**To do:**
Search the data for the word "absolute". Reproduce every line where it is found.

....

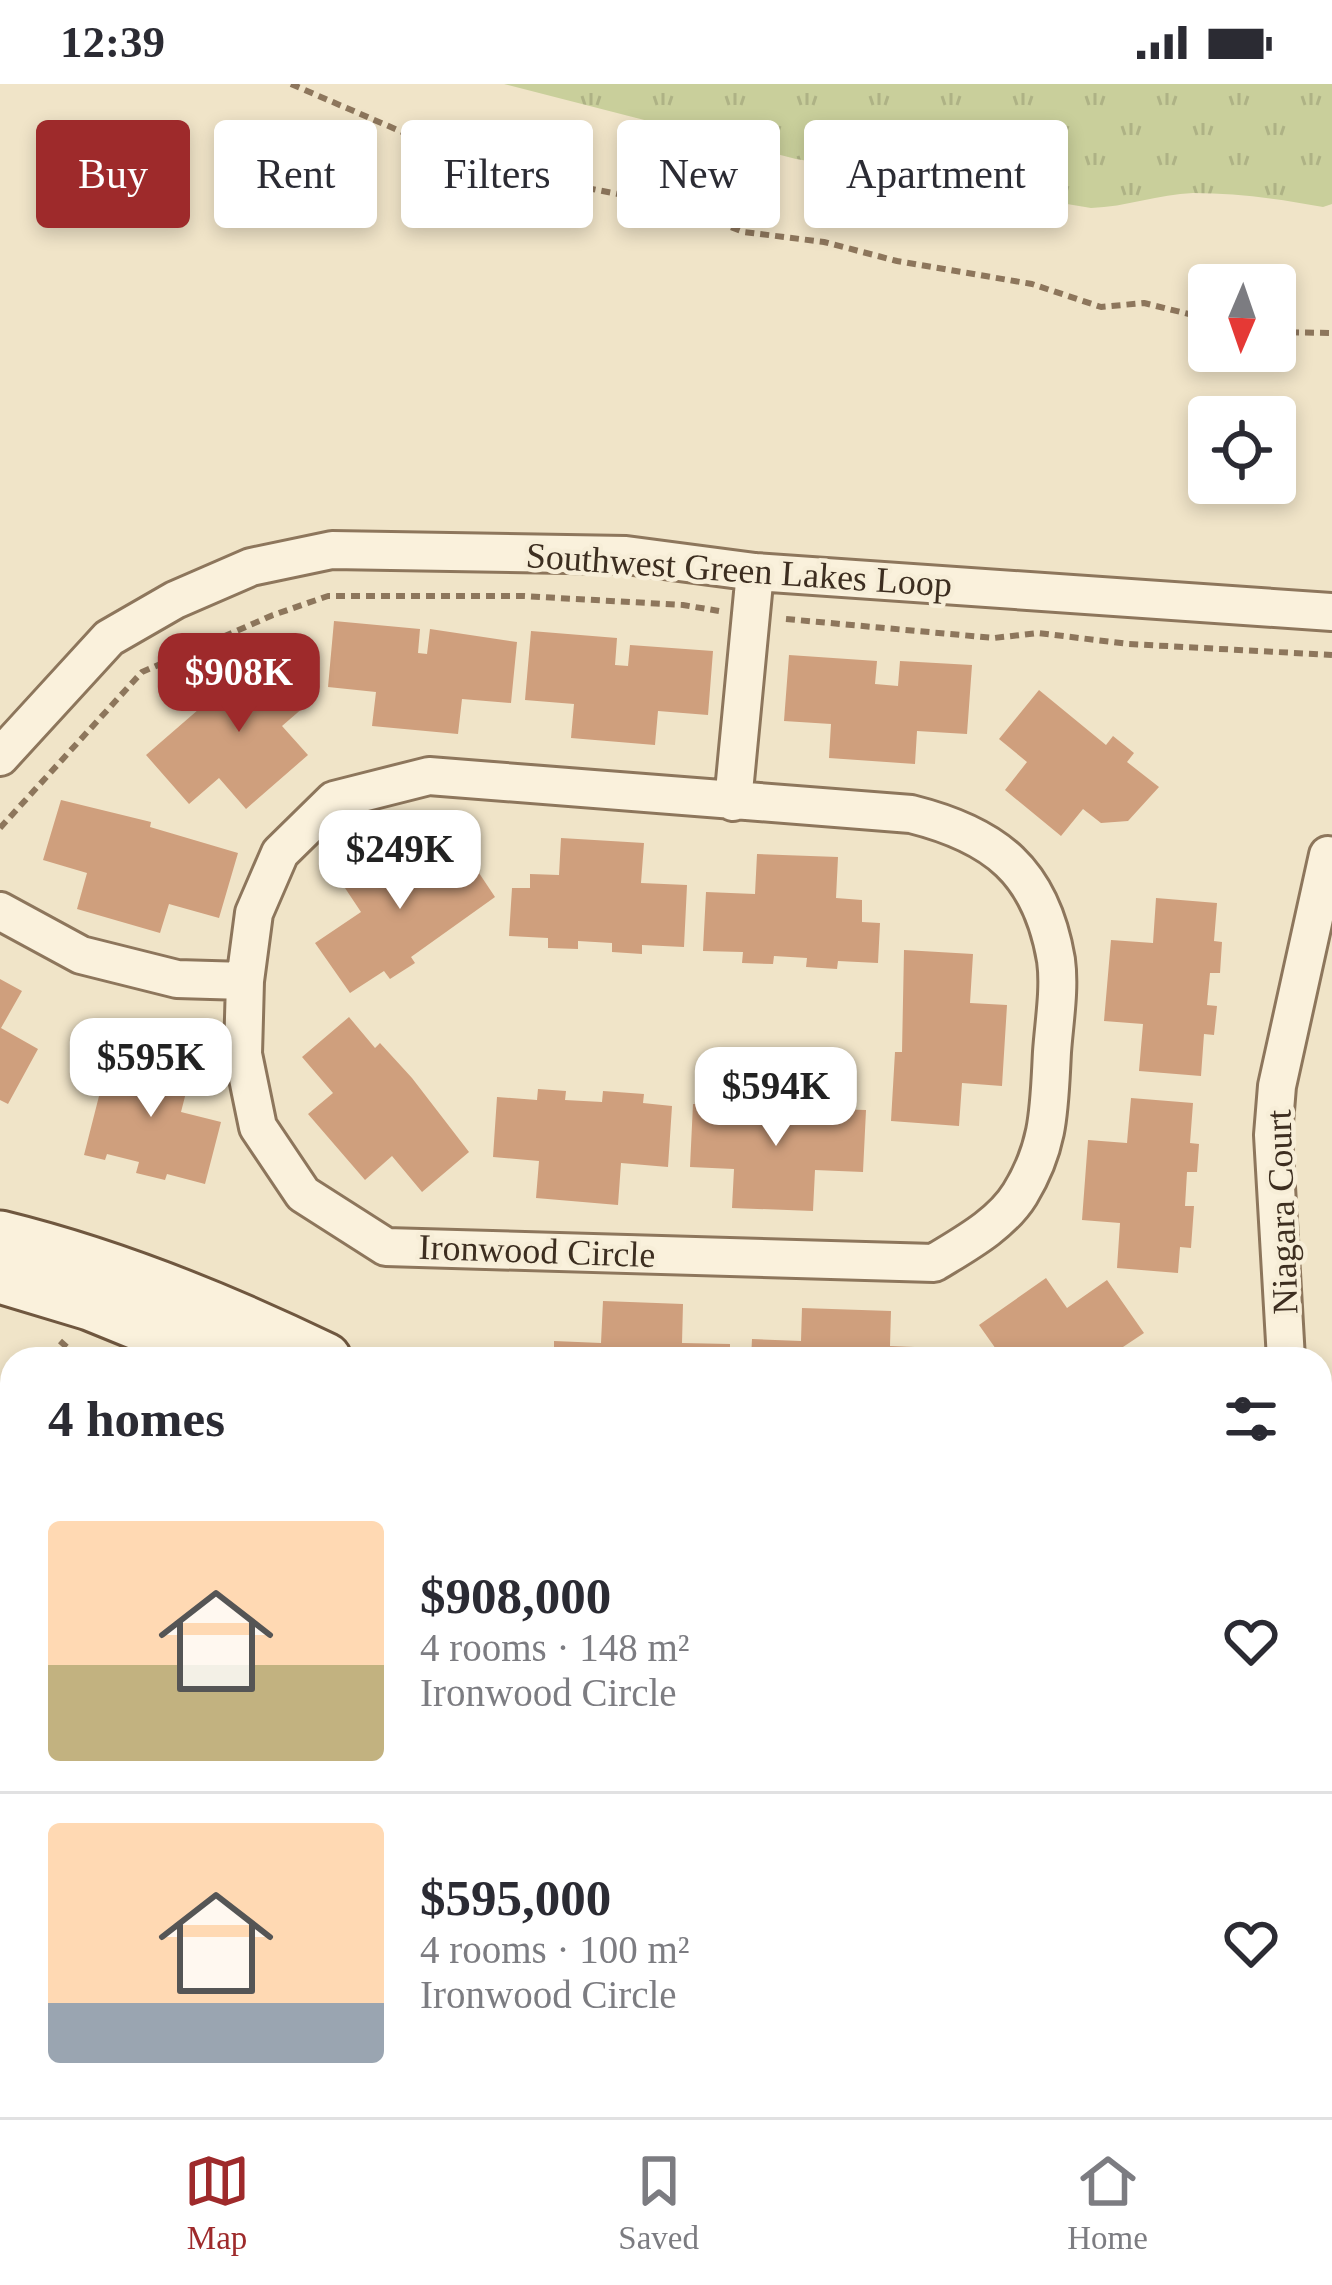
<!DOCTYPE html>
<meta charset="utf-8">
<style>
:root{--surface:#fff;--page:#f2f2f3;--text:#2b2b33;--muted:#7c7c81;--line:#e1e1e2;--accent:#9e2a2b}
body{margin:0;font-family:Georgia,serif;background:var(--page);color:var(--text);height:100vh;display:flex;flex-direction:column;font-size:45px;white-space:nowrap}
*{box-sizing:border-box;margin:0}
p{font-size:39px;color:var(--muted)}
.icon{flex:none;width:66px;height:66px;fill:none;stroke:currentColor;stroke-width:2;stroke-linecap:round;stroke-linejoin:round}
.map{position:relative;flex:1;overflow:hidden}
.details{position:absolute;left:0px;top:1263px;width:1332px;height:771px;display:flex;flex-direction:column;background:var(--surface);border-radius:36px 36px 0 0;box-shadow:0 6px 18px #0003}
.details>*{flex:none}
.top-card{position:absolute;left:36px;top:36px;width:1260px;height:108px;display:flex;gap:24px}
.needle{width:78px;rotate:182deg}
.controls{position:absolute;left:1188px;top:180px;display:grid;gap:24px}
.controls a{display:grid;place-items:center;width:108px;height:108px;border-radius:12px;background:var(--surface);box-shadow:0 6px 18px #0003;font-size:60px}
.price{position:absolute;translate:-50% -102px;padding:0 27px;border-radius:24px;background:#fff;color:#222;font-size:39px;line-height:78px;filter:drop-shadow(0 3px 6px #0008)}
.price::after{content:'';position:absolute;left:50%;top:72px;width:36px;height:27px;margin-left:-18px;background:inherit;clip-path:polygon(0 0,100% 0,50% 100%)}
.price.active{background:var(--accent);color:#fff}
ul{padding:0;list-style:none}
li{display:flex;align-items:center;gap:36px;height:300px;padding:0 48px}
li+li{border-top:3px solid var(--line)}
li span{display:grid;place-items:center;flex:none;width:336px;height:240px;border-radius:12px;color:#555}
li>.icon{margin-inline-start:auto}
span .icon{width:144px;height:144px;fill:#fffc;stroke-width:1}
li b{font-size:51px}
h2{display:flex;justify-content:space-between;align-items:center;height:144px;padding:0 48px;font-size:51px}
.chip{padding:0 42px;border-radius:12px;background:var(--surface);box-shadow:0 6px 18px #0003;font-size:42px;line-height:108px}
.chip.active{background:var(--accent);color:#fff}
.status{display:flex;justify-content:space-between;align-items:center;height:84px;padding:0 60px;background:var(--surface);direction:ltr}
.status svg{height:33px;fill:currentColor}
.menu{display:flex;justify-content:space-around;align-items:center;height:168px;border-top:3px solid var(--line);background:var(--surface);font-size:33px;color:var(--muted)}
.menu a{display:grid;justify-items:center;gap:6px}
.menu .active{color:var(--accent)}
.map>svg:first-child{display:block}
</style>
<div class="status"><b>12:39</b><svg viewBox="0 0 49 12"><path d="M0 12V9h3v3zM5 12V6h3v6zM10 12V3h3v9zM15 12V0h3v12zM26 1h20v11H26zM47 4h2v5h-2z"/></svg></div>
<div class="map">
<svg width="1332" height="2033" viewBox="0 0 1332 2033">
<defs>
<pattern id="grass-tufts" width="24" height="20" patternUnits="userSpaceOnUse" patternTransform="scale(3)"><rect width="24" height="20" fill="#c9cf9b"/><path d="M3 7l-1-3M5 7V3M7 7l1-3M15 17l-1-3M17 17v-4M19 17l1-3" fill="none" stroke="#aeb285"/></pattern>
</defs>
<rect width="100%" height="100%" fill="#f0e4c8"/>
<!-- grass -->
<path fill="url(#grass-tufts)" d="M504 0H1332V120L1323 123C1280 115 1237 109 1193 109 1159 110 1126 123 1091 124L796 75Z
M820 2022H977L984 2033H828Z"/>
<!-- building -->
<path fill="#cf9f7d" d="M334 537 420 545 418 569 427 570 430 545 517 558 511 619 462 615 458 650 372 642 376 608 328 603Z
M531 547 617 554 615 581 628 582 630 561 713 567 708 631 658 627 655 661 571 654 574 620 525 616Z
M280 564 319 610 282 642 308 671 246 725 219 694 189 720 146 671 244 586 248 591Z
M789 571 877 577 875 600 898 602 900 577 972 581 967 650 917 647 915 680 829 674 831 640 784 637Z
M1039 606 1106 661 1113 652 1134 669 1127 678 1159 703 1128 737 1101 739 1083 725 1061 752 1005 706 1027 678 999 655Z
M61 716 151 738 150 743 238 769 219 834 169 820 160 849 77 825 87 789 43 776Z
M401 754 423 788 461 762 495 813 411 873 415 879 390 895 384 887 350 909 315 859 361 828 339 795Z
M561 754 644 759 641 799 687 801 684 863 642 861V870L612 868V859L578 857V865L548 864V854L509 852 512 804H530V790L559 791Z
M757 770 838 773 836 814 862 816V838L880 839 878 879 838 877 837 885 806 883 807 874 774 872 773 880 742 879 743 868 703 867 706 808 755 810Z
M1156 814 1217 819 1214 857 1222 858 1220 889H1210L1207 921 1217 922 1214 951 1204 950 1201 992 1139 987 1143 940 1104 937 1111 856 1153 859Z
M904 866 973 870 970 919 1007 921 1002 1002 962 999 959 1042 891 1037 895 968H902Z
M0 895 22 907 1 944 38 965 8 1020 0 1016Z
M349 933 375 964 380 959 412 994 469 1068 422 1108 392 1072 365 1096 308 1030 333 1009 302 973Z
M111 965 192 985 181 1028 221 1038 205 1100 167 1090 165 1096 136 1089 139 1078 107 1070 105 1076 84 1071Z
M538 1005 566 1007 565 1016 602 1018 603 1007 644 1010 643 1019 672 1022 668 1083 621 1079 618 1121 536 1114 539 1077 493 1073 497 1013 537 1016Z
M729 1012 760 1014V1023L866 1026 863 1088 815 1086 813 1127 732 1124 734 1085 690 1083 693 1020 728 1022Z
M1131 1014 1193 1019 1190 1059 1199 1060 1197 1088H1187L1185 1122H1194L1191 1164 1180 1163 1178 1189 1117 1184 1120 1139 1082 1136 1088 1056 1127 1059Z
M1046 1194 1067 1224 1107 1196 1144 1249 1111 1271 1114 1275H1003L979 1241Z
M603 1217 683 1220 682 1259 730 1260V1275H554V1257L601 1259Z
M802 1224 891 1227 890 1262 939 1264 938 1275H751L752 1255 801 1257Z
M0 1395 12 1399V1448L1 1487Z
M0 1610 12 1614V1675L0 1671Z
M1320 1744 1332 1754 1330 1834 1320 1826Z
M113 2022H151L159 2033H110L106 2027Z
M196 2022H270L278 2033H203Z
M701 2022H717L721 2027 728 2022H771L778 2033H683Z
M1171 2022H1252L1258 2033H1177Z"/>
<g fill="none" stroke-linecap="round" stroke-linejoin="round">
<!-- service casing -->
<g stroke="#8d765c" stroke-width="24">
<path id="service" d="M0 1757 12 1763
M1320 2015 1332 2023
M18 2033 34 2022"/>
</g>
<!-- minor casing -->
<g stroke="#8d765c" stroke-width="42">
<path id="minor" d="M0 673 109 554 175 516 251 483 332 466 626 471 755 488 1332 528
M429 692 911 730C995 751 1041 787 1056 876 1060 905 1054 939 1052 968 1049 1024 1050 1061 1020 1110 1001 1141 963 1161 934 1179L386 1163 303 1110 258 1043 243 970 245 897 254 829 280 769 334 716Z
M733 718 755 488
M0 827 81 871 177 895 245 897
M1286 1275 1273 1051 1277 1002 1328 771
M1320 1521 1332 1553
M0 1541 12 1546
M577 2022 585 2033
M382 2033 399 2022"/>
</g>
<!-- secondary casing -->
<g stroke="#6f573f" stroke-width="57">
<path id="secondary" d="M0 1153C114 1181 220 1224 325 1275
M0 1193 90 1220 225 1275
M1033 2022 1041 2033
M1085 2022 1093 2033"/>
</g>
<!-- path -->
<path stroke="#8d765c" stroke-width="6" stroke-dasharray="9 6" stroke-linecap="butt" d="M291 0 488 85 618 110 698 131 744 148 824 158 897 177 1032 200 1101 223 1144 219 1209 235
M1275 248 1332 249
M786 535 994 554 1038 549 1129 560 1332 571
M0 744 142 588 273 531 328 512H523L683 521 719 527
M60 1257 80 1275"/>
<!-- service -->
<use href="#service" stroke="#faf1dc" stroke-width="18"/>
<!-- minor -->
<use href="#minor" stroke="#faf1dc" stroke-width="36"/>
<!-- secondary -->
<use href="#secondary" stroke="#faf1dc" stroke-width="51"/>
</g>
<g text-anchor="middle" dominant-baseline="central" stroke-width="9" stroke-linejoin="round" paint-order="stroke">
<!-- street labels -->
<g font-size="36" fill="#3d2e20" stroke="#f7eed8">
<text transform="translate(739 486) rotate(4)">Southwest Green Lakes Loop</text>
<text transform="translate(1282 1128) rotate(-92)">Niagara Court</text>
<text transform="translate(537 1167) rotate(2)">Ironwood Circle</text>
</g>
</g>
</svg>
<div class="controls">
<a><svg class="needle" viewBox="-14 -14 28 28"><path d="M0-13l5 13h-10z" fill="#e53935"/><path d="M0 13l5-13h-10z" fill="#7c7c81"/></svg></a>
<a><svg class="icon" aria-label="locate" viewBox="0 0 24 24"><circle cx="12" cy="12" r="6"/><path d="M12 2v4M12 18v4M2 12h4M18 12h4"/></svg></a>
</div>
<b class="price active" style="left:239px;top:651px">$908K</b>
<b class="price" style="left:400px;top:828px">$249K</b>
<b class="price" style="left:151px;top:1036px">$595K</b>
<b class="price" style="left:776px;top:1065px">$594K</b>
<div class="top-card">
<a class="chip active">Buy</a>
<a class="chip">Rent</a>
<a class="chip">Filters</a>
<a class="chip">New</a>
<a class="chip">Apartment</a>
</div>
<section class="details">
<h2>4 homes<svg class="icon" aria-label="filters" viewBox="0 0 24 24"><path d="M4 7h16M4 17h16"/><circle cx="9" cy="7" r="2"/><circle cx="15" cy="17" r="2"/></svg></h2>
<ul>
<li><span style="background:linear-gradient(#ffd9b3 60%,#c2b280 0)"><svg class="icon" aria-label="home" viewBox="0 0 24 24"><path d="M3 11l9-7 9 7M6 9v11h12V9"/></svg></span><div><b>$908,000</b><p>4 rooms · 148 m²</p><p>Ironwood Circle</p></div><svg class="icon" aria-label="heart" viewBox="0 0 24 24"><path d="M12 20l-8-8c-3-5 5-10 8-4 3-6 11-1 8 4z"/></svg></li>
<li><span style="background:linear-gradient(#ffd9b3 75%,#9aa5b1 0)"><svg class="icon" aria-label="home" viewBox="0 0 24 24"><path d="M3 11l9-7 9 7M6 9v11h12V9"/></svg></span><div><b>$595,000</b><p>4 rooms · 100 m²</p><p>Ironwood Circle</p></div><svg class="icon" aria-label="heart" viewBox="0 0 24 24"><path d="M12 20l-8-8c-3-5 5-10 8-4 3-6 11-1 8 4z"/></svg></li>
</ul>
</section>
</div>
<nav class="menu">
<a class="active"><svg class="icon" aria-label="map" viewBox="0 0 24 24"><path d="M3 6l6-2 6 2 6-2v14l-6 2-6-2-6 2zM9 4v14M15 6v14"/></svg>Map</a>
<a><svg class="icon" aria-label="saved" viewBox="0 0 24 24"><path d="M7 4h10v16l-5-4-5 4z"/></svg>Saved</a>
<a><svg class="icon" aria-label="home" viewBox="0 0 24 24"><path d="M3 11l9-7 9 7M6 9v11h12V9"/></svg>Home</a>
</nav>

....

**Output for this task:**
.details{position:absolute;left:0px;top:1263px;width:1332px;height:771px;display:flex;flex-direction:column;background:var(--surface);border-radius:36px 36px 0 0;box-shadow:0 6px 18px #0003}
.top-card{position:absolute;left:36px;top:36px;width:1260px;height:108px;display:flex;gap:24px}
.controls{position:absolute;left:1188px;top:180px;display:grid;gap:24px}
.price{position:absolute;translate:-50% -102px;padding:0 27px;border-radius:24px;background:#fff;color:#222;font-size:39px;line-height:78px;filter:drop-shadow(0 3px 6px #0008)}
.price::after{content:'';position:absolute;left:50%;top:72px;width:36px;height:27px;margin-left:-18px;background:inherit;clip-path:polygon(0 0,100% 0,50% 100%)}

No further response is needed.